“É inaceitável, isto é uma desilusão” – é como reage a Associação de Empresas de Ginásios e Academias de Portugal (Agap) ao plano de desconfinamento “cauteloso e a conta gotas” anunciado por António Costa esta quinta-feira, e que permite a reabertura a 15 de março de cabeleireiros e barbearias, a par de livrarias e lojas não essenciais com venda ao postigo, além de creches e escolas do primeiro ciclo. No caso dos ginásios, só a 3 de maio poderão reabrir sem restrições, a 5 de abril iniciar aulas ao ar livre com limite de quatro pessoas, limite que será alargado a seis pessoas a 19 de abril.
“Não há razão para abrir cabeleireiros e não ginásios, que são essenciais à saúde dos portugueses, e não uma coisa que é só estética”, salienta José Carlos Reis, presidente da Agap. “Isto não é nada contra os cabeleireiros, que não são locais de risco, mas nós também não somos e atuamos diretamente na saúde das pessoas, devíamos estar na linha da frente e entre os sectores prioritários na reabertura.”

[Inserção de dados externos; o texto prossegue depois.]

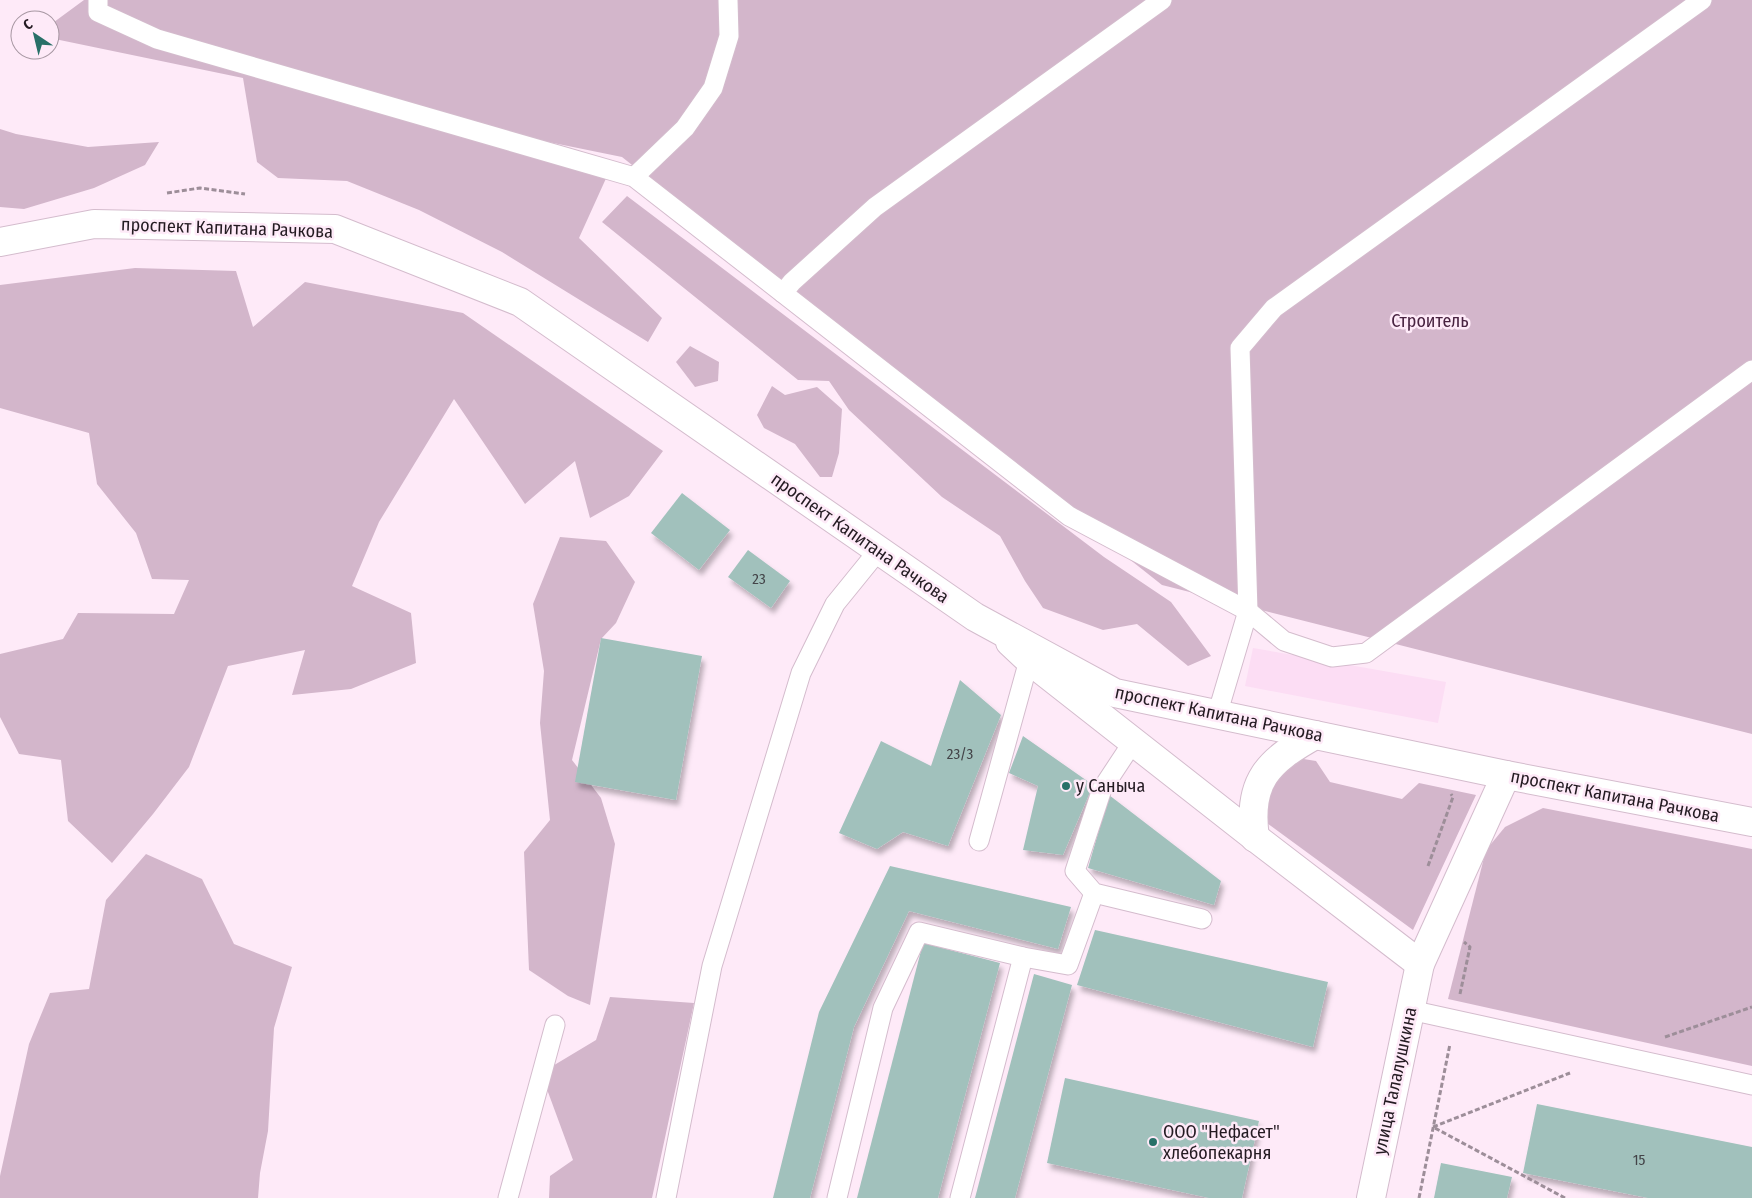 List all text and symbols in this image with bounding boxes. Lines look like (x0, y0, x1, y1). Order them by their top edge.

Para a Agap, o papel dos ginásios tem sido menosprezado pelo Governo ao longo da pandemia. “Somos nesta fase um sector essencial para a população, o exercício físico ajuda a restabelecer o sistema imunitário das pessoas, a melhorar a sua saúde física e mental”, afirma José Carlos Reis que frisa ainda que “os ginásios são locais seguros, cumprem todas as normas definidas pela Direção-Geral da Saúde (DGS), onde não há grandes riscos de contágio”, e cita estudos internacionais indicando que esta taxa não vai além dos 0,03%.
Continuarem fechados por mais dois meses, e sem poderem fazer aulas de grupo – que mobilizam mais de metade dos clientes – é um duro golpe para os ginásios, onde os impactos da covid estão a ser “desastrosos”. Segundo o presidente da associação, 300 ginásios no país já entraram em falência desde o início da pandemia, “o que num universo dos 1200 que existiam representa um quarto do total, e é bastante grave”. Acresce-se que a maioria, mais de 80%, são “pequenos negócios familiares, de marido e mulher ou de pais e filhos, que nesta fase são os que mais sofrem”.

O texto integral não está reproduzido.